Лукавая искорка заиграла в глазах Цезаря, мелькнуло что-то заговорщически-родное, почти мальчишеская хитринка.

— Говоришь, твоя поэма несовершенна? То есть ты мог бы — или должен был бы — сделать ее лучше?

— Именно так.

— Только что мне пришлось устыдиться своей дырявой памяти; позволь же мне теперь обелить себя… Я тебе напомню несколько твоих собственных строчек.

Мелочное желание шевельнулось в нем, тоже очень мальчишеское, по-приятельски злорадное, — чтобы Цезарь и на этот раз сплоховал, но в ту же секунду — тщеславие художника, пропади оно пропадом! — поднялось похотливое, искательное любопытство.

— Какие же это строчки, Октавиан?

И, отбивая ритм поднятым перстом, слегка притопывая в такт ногой, повелитель Рима, властелин полумира самолично прочел:

— «Смогут другие создать изваянья живые из бронзы,

Или обличье мужей повторить во мраморе лучше,

Тяжбы лучше вести и движенья неба искусней

Вычислят иль назовут восходящие звезды, — не спорю:

Римлянин! Ты научись народами править державно —

В этом искусство твое! — налагать условия мира,

Милость покорным являть и смирять войною надменных!»

Предостерегающе застыл поднятый перст — как вещественное воплощенье урока, коий надлежало извлечь из цитаты и затвердить навек.

— Ну что, Вергилий? Угодил в собственный капкан?

То был, конечно, намек на ничтожность всякого художества, воистину прозрачный намек на его исчезающе малую ценность по сравнению с истинным предназначением Рима, но уж и слишком немудрен был прием, вдаваться в пререкания тут не стоило.

— Верно, Август, все так, ты верно все передал; то речь Анхиза.

— Но разве она вместе и не твоя?

— Мне нечего на нее возразить.

— Она безупречна.

— Даже если и так — она еще не вся поэма.

— Это не имеет значения. Уж не знаю, какими несовершенствами, по-твоему, грешат другие части поэмы, но ты сам признал, что дух Рима выше мелких формальных огрехов, а иных ведь тут и не может быть… Твоя поэма — воплощение римского духа, а не суемудрая забава, и в этом суть… Да, твоя поэма — торжество римского духа, и она великолепна.

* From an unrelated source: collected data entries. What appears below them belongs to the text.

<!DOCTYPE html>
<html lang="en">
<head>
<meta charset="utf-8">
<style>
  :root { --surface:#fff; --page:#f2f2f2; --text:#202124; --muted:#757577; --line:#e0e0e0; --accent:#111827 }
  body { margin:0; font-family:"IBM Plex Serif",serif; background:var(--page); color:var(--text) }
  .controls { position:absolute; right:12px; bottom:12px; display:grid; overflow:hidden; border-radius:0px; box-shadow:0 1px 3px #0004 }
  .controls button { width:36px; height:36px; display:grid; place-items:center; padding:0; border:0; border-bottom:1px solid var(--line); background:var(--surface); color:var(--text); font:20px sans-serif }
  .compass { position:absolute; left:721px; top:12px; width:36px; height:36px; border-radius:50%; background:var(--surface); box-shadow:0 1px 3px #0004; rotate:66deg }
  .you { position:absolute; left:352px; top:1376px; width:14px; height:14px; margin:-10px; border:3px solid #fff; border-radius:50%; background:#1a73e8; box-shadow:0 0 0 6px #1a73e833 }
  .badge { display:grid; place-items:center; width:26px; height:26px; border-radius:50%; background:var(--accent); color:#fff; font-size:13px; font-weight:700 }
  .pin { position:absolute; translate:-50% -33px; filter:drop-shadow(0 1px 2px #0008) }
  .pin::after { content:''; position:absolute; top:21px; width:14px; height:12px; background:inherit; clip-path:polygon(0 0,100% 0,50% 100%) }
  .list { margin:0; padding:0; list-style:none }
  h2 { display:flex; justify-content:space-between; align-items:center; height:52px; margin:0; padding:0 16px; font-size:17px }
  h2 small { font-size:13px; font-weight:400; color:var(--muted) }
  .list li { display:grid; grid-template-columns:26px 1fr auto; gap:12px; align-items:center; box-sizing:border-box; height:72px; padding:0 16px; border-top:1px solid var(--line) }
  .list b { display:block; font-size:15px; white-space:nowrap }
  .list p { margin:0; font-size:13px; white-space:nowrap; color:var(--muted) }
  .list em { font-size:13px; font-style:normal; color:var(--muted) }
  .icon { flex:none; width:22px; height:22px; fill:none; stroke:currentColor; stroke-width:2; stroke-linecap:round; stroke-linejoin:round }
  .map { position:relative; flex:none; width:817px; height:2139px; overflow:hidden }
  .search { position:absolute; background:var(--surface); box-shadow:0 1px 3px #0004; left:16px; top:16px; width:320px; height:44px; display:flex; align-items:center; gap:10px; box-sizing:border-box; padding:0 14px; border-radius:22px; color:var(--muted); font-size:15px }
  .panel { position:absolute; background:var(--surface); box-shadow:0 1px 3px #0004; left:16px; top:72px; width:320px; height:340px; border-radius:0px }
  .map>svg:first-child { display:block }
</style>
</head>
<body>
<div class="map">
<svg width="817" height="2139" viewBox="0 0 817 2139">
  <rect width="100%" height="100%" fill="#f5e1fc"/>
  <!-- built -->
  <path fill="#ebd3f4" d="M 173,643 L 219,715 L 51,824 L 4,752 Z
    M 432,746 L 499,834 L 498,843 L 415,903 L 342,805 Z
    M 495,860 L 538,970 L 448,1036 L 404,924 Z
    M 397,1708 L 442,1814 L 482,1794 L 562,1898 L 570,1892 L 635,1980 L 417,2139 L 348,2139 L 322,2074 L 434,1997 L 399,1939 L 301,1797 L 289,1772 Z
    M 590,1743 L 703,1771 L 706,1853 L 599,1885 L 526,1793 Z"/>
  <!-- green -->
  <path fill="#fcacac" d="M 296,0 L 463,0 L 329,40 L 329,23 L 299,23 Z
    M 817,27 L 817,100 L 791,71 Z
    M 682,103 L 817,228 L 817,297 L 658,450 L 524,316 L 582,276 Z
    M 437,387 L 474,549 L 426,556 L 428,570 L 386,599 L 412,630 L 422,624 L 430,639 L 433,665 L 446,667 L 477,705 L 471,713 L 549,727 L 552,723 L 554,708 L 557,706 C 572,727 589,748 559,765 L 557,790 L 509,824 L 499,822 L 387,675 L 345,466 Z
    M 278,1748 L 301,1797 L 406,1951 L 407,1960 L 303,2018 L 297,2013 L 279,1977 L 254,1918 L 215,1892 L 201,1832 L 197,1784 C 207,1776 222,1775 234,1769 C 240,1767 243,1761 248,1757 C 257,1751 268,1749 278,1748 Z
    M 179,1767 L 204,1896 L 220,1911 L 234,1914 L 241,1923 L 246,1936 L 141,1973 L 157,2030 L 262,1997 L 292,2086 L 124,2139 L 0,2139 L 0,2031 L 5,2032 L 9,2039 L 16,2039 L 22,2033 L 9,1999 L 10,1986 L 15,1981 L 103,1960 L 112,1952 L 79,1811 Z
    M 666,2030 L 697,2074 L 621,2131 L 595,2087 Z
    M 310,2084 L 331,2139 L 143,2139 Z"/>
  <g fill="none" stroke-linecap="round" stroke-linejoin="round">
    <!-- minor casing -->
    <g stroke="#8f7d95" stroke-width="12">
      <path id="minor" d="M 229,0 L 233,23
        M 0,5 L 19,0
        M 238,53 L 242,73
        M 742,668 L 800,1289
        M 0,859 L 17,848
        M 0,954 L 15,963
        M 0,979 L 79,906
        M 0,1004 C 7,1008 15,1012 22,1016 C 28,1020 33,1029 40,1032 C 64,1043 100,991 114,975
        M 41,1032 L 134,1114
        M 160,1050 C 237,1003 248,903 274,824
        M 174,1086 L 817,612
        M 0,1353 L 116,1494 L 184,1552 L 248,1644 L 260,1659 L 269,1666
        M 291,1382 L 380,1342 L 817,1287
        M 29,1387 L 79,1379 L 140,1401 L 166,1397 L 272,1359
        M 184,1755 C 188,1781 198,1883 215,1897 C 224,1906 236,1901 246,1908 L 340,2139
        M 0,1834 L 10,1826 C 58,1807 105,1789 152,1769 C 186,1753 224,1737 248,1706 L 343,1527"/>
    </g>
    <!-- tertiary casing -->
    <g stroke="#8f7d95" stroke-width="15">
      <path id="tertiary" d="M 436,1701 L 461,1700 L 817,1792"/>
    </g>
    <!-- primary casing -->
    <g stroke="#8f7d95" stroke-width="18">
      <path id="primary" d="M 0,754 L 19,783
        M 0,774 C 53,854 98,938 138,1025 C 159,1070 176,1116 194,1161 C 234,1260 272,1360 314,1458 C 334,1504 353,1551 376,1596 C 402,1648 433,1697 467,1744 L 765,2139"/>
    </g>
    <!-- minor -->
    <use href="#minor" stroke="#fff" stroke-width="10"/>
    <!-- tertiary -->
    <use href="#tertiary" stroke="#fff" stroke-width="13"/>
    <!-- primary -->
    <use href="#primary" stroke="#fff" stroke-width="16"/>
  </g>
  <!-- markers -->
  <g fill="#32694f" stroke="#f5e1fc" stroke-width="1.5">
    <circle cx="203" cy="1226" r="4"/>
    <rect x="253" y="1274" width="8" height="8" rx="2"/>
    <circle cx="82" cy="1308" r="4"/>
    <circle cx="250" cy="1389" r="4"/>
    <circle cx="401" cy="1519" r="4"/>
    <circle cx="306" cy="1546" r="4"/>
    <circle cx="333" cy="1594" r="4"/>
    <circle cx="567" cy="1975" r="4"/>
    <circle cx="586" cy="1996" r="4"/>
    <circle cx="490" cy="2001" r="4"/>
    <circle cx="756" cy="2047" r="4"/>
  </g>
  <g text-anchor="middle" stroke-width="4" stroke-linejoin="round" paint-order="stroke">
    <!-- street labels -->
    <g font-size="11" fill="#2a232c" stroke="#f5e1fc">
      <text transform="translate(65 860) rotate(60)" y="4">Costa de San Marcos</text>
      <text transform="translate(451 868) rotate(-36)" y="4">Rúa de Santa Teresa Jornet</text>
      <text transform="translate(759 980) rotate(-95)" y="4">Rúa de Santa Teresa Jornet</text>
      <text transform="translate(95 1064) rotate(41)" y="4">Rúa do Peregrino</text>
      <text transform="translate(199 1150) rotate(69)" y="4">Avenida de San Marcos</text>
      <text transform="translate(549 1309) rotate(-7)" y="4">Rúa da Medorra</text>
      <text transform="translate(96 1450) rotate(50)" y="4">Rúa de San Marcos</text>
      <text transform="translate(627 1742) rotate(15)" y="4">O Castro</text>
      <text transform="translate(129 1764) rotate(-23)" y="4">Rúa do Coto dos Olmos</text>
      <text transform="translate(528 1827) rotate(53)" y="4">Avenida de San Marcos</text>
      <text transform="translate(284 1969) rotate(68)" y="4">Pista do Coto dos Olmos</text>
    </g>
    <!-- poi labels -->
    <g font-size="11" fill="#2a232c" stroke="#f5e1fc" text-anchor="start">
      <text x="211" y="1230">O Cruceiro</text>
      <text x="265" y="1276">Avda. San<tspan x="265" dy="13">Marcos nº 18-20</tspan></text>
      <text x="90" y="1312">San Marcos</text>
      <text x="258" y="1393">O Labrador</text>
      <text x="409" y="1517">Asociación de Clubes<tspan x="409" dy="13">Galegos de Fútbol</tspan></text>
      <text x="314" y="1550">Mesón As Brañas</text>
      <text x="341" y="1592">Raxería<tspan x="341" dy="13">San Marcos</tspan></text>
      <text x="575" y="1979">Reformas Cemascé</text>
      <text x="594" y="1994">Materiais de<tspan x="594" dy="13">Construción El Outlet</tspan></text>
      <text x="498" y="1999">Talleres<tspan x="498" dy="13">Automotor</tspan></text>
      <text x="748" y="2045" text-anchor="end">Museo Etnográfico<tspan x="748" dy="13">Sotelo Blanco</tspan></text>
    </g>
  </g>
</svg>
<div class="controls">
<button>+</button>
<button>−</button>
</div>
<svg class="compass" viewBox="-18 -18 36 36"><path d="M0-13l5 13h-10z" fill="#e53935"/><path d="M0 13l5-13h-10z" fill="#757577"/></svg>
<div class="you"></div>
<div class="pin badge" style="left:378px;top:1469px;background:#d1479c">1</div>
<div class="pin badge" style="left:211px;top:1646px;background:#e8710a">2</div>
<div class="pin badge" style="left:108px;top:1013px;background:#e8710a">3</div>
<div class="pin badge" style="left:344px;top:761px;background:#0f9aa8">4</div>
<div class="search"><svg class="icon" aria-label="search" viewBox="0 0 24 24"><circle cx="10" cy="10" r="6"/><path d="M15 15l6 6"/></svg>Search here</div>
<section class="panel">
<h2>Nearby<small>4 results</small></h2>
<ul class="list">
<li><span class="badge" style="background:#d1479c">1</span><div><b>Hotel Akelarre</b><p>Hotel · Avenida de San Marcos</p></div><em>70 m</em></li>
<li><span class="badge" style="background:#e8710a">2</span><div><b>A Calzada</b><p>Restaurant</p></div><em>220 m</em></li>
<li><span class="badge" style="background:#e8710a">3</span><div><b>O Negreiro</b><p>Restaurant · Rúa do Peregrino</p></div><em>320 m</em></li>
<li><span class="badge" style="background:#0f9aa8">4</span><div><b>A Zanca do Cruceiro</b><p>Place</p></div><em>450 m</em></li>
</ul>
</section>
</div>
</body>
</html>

Да что ведал Август о подлинных несовершенствах? Знал ли он хоть что-нибудь о глубочайшем несогласии, под знаком коего стоит вся жизнь и уж тем более все искусство? Суемудрие! Что он во всем этом понимает? И хоть он и назвал поэму великолепной и тем самым усладил слух автора — ах, в силах ли кто устоять против такой похвалы? ничего эта похвала не стоила, ибо кто не осознает очевидных изъянов, тот ничего не знает и о сокровенном великолепии стихов!

— Несовершенство, Август, коренится глубже — никто не знает, как глубоко.

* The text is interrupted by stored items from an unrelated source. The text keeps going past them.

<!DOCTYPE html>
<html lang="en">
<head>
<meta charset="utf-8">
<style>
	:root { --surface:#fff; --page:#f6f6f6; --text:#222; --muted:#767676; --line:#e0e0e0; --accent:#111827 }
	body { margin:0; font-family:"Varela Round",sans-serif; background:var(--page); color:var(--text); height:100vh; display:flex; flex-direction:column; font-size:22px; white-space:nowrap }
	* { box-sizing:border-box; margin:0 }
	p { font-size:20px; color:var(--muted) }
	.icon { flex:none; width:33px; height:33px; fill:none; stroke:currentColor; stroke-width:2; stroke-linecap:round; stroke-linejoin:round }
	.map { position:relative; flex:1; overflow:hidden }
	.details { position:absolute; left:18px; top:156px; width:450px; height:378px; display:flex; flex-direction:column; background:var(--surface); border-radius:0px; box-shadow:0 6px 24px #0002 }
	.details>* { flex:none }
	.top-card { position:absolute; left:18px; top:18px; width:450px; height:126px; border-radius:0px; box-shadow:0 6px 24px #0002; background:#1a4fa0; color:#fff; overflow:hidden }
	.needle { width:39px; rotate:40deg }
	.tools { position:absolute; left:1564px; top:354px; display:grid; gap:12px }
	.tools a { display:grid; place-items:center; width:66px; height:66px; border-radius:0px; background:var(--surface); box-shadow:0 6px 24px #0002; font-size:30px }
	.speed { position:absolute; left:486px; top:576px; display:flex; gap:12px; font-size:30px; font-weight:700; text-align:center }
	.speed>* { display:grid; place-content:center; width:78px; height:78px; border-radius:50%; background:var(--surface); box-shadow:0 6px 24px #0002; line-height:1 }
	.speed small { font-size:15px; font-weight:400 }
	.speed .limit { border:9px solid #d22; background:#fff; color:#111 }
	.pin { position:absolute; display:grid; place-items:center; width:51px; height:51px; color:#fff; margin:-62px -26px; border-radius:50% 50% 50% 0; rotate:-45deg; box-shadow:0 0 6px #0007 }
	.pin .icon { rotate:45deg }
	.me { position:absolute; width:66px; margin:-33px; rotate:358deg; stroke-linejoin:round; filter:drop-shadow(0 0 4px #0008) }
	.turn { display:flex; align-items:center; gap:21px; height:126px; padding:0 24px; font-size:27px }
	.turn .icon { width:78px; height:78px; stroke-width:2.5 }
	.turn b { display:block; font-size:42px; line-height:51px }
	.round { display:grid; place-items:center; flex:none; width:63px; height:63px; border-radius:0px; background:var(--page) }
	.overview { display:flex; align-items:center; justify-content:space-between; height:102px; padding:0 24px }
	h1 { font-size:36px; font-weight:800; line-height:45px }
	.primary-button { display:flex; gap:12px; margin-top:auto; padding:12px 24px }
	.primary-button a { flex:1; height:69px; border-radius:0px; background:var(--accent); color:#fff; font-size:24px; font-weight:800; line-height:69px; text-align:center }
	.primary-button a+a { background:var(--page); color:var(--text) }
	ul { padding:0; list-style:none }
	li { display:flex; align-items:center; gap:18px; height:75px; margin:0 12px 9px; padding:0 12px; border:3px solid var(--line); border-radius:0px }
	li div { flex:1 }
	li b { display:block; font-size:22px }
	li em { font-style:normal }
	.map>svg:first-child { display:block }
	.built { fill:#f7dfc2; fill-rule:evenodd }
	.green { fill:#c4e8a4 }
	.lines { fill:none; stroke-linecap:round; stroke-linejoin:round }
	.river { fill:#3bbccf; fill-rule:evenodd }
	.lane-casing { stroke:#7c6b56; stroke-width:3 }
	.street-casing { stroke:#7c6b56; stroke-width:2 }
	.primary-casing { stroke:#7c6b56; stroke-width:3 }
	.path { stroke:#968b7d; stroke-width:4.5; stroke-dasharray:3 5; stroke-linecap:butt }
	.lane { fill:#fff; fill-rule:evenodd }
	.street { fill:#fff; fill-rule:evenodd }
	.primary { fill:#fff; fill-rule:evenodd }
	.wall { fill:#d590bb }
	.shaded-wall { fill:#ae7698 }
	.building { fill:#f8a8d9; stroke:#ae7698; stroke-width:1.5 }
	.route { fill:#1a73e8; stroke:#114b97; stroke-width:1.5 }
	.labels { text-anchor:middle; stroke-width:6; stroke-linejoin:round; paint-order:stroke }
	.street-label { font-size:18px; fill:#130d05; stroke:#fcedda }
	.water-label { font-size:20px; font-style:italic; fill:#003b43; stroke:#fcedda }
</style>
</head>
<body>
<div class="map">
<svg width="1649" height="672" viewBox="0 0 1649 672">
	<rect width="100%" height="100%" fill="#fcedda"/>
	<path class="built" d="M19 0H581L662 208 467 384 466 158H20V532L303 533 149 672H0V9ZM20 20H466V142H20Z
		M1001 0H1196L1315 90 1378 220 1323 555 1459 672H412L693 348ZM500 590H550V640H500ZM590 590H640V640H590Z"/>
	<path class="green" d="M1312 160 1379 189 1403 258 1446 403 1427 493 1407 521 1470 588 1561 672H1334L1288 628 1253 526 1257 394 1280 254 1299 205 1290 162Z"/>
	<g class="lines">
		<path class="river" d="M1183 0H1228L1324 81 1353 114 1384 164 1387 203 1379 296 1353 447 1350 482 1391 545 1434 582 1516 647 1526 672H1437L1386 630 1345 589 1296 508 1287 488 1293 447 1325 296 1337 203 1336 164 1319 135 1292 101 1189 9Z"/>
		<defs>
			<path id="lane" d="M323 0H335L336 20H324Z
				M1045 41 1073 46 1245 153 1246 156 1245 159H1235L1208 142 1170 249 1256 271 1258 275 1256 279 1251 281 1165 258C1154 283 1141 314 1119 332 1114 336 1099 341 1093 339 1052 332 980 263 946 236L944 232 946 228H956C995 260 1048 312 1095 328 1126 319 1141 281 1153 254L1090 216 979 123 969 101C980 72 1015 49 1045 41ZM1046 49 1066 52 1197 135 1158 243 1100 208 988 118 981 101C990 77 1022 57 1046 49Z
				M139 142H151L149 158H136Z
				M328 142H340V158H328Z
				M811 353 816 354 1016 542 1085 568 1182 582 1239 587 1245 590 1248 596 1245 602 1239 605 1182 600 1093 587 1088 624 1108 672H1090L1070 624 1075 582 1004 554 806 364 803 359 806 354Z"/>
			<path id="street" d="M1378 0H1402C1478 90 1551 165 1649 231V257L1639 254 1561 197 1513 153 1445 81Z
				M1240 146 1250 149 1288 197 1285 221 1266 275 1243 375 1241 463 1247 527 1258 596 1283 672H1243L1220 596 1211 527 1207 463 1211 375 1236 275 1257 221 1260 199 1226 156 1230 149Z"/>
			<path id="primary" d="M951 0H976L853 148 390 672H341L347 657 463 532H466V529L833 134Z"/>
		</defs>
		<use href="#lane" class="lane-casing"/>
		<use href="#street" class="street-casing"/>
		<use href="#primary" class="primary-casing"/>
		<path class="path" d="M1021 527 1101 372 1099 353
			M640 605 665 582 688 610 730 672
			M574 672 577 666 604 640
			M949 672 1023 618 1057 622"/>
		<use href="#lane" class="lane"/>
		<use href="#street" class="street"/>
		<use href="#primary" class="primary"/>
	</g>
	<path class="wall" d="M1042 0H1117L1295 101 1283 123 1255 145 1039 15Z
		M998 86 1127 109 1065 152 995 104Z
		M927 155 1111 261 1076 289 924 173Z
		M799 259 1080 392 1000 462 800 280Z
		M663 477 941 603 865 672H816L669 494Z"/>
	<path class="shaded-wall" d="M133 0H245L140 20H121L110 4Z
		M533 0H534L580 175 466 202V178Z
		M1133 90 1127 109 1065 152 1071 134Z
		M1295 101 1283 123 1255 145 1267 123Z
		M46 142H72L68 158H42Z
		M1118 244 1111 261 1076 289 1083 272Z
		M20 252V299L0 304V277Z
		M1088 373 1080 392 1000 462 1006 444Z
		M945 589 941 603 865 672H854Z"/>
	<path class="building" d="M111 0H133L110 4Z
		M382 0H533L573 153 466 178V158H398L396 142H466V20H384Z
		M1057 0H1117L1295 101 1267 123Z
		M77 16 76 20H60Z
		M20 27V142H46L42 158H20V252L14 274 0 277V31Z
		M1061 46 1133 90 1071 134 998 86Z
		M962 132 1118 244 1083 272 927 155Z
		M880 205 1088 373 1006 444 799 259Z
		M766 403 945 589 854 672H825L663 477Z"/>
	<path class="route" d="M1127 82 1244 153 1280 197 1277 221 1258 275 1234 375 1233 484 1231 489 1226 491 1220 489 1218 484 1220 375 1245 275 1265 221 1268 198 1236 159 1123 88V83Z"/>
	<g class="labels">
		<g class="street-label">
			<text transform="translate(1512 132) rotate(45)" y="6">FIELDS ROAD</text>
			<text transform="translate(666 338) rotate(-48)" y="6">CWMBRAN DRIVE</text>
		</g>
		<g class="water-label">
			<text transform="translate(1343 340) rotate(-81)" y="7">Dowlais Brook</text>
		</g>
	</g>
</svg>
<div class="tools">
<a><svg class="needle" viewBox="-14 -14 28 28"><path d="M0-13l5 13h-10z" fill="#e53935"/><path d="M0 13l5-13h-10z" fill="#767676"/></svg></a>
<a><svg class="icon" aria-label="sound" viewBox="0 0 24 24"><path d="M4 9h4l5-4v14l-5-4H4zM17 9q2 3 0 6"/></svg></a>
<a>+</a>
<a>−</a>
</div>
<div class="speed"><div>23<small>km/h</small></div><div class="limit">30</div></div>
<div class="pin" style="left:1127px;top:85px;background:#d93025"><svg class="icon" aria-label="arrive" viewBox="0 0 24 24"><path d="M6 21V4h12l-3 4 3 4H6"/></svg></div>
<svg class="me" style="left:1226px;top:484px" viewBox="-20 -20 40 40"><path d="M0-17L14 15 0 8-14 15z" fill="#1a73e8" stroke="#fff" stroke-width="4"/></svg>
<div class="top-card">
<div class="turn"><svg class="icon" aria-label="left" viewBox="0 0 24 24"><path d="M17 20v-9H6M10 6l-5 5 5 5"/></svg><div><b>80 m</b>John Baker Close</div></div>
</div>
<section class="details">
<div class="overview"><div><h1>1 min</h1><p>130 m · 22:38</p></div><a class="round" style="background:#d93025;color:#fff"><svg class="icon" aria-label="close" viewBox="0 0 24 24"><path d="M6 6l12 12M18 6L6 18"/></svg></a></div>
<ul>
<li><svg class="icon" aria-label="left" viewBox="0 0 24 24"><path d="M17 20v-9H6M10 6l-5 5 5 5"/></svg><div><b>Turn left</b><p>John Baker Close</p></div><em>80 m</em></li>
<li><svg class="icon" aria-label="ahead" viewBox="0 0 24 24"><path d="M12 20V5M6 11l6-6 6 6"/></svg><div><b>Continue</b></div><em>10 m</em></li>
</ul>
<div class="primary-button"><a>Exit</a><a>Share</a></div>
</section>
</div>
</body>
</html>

Цезарь пропустил возражение мимо ушей.

— Твое творение — это сам Рим, и потому оно собственность римского народа и римского государства, которому ты служишь, как и все мы… Лишь несодеянное принадлежит нам одним, ну, еще, может быть, неудавшееся, совсем уж никуда не годное; но истинно содеянное принадлежит всем, принадлежит миру.

— О Цезарь, моя поэма и есть несодеянный труд; это ужасно, но это так — а никто мне не хочет верить!

Снова что-то заговорщически-родное промелькнуло на неприступном лице, только на этот раз с оттенком превосходства.

— Все мы знаем о твоих сомнениях и муках, Вергилий, и понятно, что сегодня, когда ты занемог, они тебя одолевают тем сильней; но ты еще и хитришь, ты хочешь их использовать в каких-то своих потаенных — по крайней мере для меня потаенных — целях…

— Это не те сомнения, которые ты имеешь в виду и от которых ты так часто спасал меня, Октавиан: не мука от сознания невоплощенности и невоплотимости… Нет, я смотрю на прожитую жизнь и вижу в ней столько несодеянного!